Po 40 minutach jazdy pociągiem docieramy do podwarszawskiego Milanówka. Jak pisał Wojciech Młynarski: miasto to ma szczególne miejsce w sercach poetów. Nawet Hanna Banaszak śpiewała kiedyś o truskawkach w Milanówku, na widelczyku srebrnym drżących. A my jedziemy sprawdzić, czy to rzeczywiście  miasto ogród. Pod dom pana Bralczyka proszę – anonsuję taksówkarzowi. A, do pana Jurka, już jedziemy, oczywiście. Tu, w małej, lecz urokliwej mieścinie, każdy  zna się z każdym. Pan Jerzy wita nas w przepięknym ogrodzie zaprojektowanym przez żonę. Siadamy wśród cudownej zielni i rozkoszując się zapachem stuletnich sosen, rozpoczynamy rozmowę.


Tekst:
Jack Grabowski
Zdjęcia: Łukasz Uszyński


Wydał pan książkę 500 zdań polskich. Proszę wybrać trzy ulubione zdania i powiedzieć, za co je pan szczególnie ceni.

Trudno wybrać trzy, gdyż stosujemy tu różne kryteria. Czasami jest to kryterium osobistej sympatii. Czasem jest to kryterium ważności. A czasami to kryterium piękna, czyli kryterium estetyczne. Jest jeszcze kryterium etyczne. Tak się składa, że dwa najkrótsze zdania, które można znaleźć w tym tomie, to są zdania, które prezentują bardzo szlachetne postawy. Jest to zdanie: Nic to, które powtarzał Wołodyjowski swojej żonie Basi, po to, by nie martwiła się jego przyszłą śmiercią. Także jest to zdanie na wskroś altruistyczne. A drugie to zdanie: Sie ma Jurka Owsiaka, które także pokazuje postawę prospołeczną. Są też zdania długie, lecz ważne dla nas, Polaków. Za takie należy uznać zdania rozpoczynające Pana Tadeusza lub nasz hymn narodowy. Lubię też zdania absurdalne, na przykład: Czarna krowa w kropki bordo gryzła trawę, kręcąc mordą. Albo palindromy, czyli zdania brzmiące tak samo – niezależnie, czy czytamy je od przodu do tyłu, czy odwrotnie, jak: Kobyła ma mały bok.

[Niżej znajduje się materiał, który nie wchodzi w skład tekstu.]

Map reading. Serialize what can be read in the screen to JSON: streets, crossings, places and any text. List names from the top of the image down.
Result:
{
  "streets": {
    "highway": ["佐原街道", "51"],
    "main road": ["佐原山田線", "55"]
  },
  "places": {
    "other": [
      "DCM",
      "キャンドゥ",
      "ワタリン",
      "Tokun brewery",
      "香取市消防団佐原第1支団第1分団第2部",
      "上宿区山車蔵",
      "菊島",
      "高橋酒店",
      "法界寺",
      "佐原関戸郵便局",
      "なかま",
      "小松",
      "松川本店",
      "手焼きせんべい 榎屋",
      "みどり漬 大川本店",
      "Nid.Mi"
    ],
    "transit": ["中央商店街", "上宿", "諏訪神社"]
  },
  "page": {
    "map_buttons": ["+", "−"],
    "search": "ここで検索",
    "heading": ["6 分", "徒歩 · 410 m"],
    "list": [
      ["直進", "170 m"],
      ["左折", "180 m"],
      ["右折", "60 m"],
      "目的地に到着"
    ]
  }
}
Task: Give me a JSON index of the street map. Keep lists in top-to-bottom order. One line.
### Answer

Proszę opowiedzieć o pana nietypowym hobby. Podobno zbiera pan najróżniejsze wydania Pana Tadeusza?
Zbieram jedną książkę, tę najważniejszą dla mnie, która według mnie jest w naszej polszczyźnie najmocniej osadzona. Pana Tadeusza czytałem, jak miałem lat pięć. Wtedy czytałem nie po kolei. Wybierałem to, co mnie najbardziej interesowało. Można powiedzieć, że nie tylko uczyłem się czytać na Panu Tadeuszu, ale uczyłem się go też na pamięć. Tak się moja przygoda z tą książką zaczęła już ponad 60 lat temu. Potem zacząłem się interesować, kto tę pozycję ilustruje, kto pięknie oprawia i postanowiłem zbierać nasz poemat. Mam nawet dwa egzemplarze z XIX wieku przepisane ręcznie.

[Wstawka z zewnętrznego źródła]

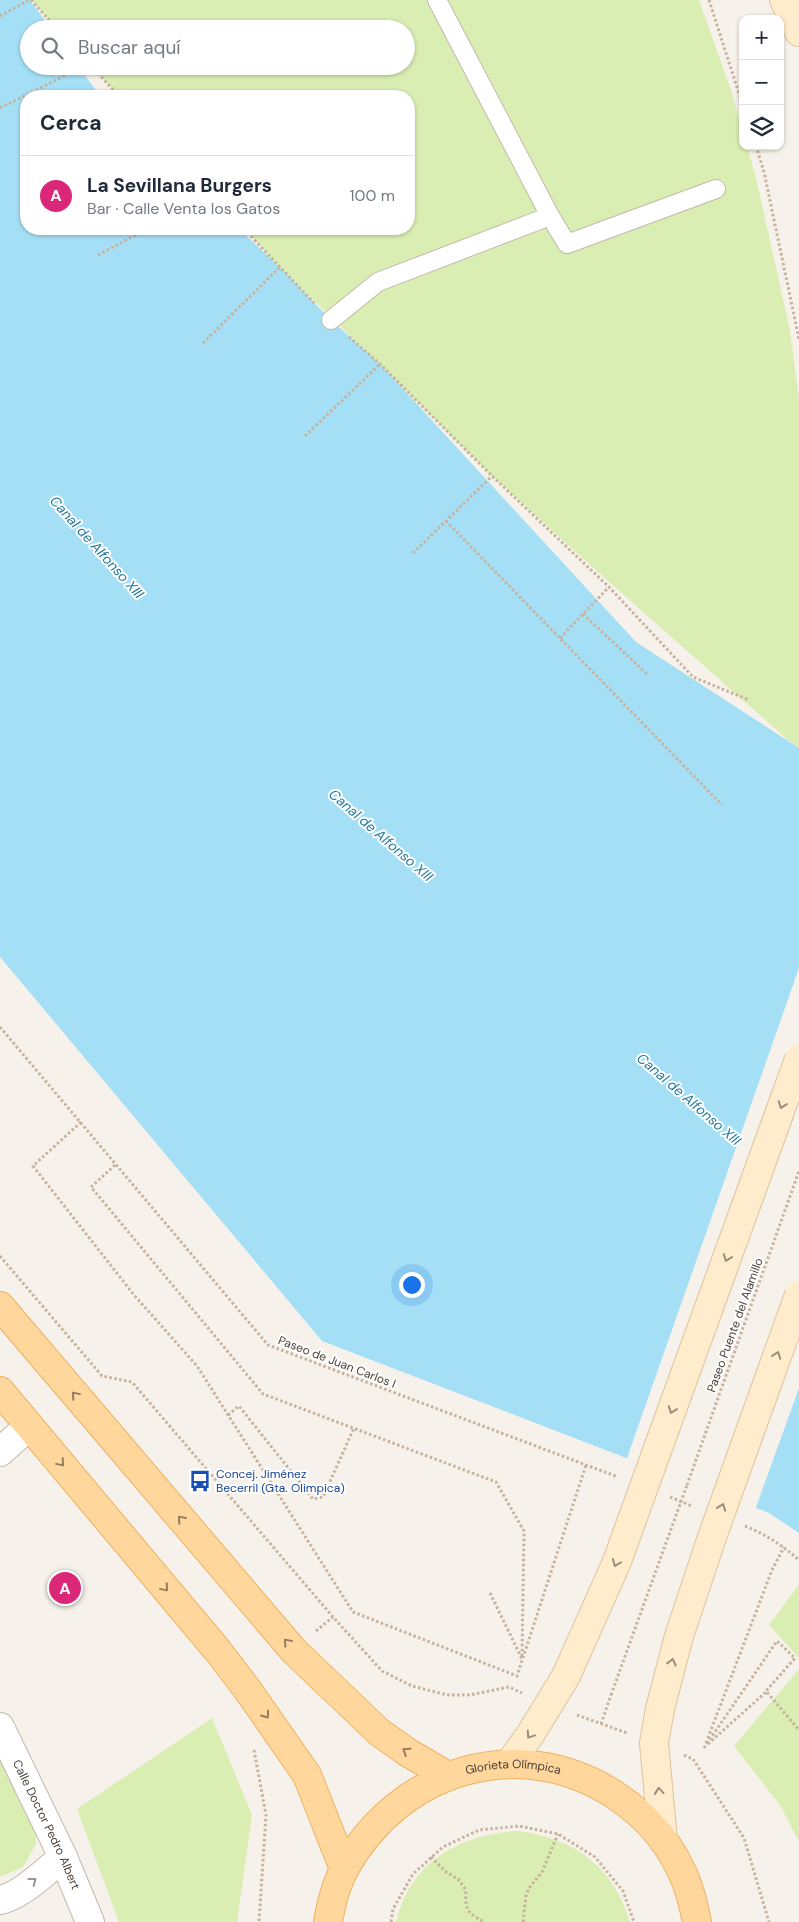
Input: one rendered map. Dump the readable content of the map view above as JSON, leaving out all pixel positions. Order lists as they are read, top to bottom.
{
  "streets": {
    "main road": ["Glorieta Olímpica"],
    "street": ["Calle Doctor Pedro Albert"],
    "path": ["Paseo Puente del Alamillo", "Paseo de Juan Carlos I"]
  },
  "water": ["Canal de Alfonso XIII"],
  "places": {
    "bus stop": ["Concej. Jiménez Becerril (Gta. Olimpica)"]
  },
  "page": {
    "map_buttons": ["+", "−"],
    "search": "Buscar aquí",
    "heading": "Cerca",
    "list": [
      {
        "mark": "A",
        "name": "La Sevillana Burgers",
        "note": "Bar · Calle Venta los Gatos",
        "value": "100 m"
      }
    ],
    "pins": "A"
  }
}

Z doskonałym znawcą polszczyzny – profesorem Miodkiem – przyjaźnicie się. Czy występuje między wami pewien element rywalizacji?
Trudno to nazwać przyjaźnią, gdyż nie znamy się od dzieciństwa. Jednak lubimy się z całą pewnością, cieszymy się, kiedy się spotykamy, dzwonimy do siebie. Pan profesor Miodek napisał doskonały wstęp do mojej książki, zarekomendował ją. Mamy trochę inny stosunek do języka. Ja w jego przekonaniu jestem trochę za bardzo liberalny, ale myślę, że się szanujemy. Uważam go za jednego z najszlachetniejszych ludzi, jakich znam. Mam też podziw dla dwóch cech, o których nikt praktycznie nie wie. Znakomicie śpiewa i jest głębokim znawcą piłki nożnej. Nawiasem mówiąc, jesteśmy kibicami tego samego klubu – Ruchu Chorzów.

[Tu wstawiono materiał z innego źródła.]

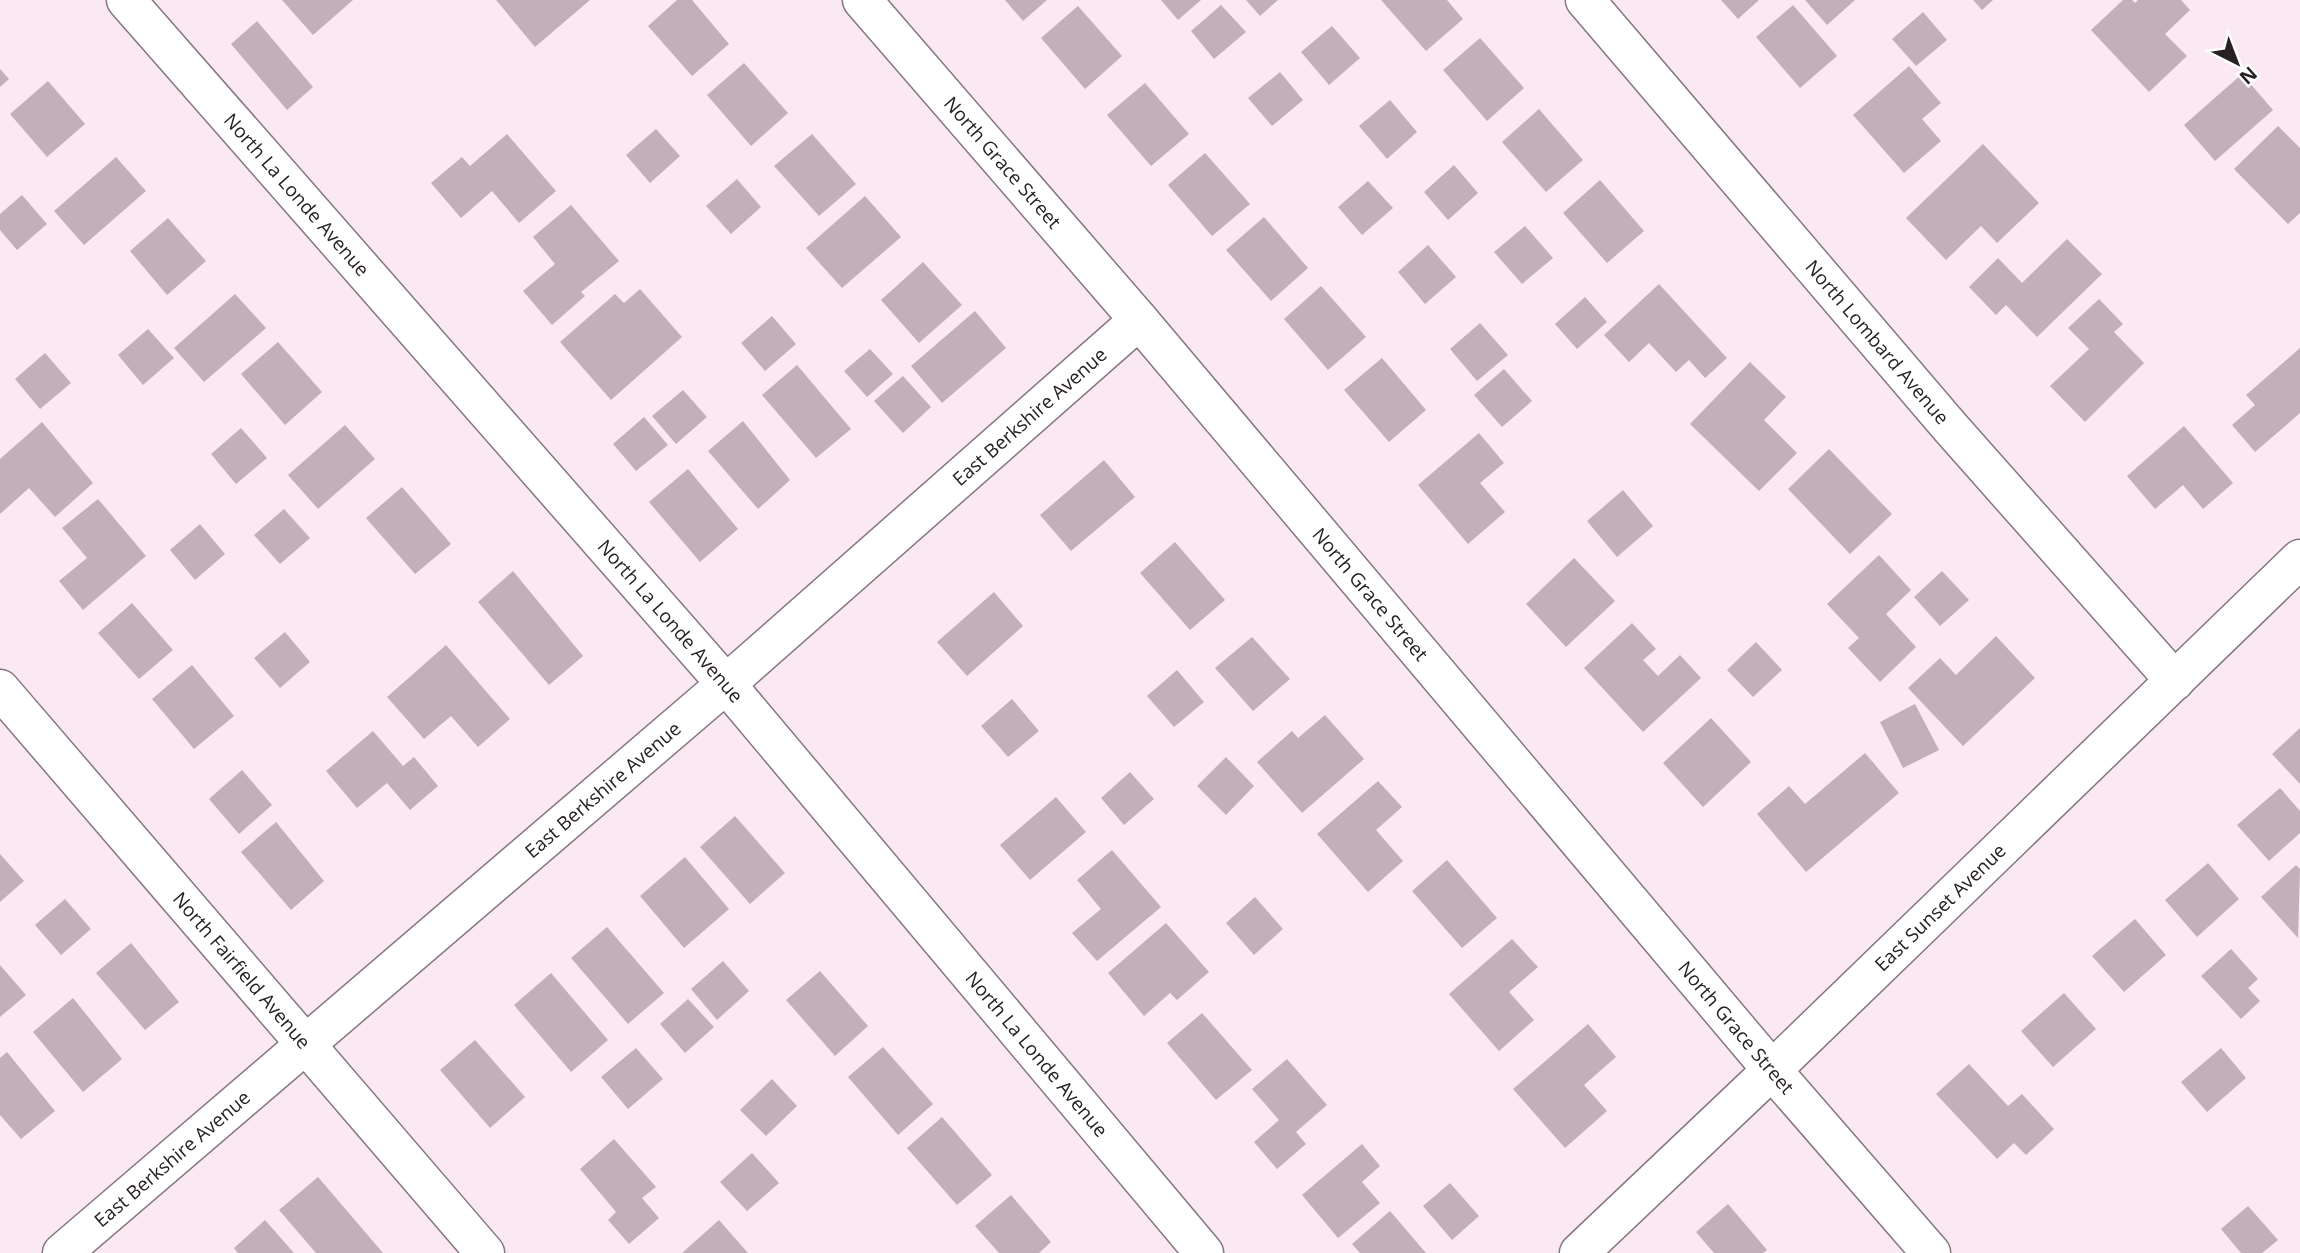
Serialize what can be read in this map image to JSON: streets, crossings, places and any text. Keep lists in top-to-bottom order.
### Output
{
  "streets": {
    "street": [
      "North Grace Street",
      "North La Londe Avenue",
      "North Lombard Avenue",
      "East Berkshire Avenue",
      "East Sunset Avenue",
      "North Fairfield Avenue"
    ]
  },
  "crossings": [
    ["North Grace Street", "East Berkshire Avenue"],
    ["North Grace Street", "East Sunset Avenue"],
    ["North La Londe Avenue", "East Berkshire Avenue"],
    ["North Lombard Avenue", "East Sunset Avenue"],
    ["East Berkshire Avenue", "North Fairfield Avenue"]
  ],
  "north": "bottom right"
}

Co pana jeszcze interesuje poza zgłębianiem języka?
Lubię dobrze jeść. Lubię także gotować. Lubię towarzystwo i biesiadowanie do białego rana, a nawet jeszcze dłużej. Gdybym mógł wybrać swój raj, to z pewnością byłoby to miejsce, gdzie dobrze się je, nie stroni się od napitku i gdzie można porozmawiać.

Jak pan się czuje w roli wykładowcy?
Przez kilkanaście lat wykładałem na dwóch uczelniach: Uniwersytecie Jagiellońskim i Warszawskim. Później wykładałem na Uniwersytecie Warszawskim i Wyższej Szkole Psychologii Społecznej. Teraz na emeryturze wybrałem tylko Uniwersytet Warszawski, gdzie robiłem doktorat i habilitację.

Czy, według pana, na przestrzeni lat zmienił się poziom na tych uczelniach?
Zmieniła się przede wszystkim polszczyzna. Teraz studenci mówią językiem, którego czasami w ogóle nie rozumiem. Ale mimo wszystko sądzę, że nasz język bardziej się rozwija niż zwija. Jeśli ludzie dziś wybierają wyrażenia nowe, to widocznie łatwiej dzięki nim jest im opisać współczesny świat. Także współczesna polszczyzna jest dla nich najwygodniejsza. A to, że ja czasami nie rozumiem, to jest normalne. Mam przecież skończone 70 lat i już niedługo w ogóle przestanę mówić.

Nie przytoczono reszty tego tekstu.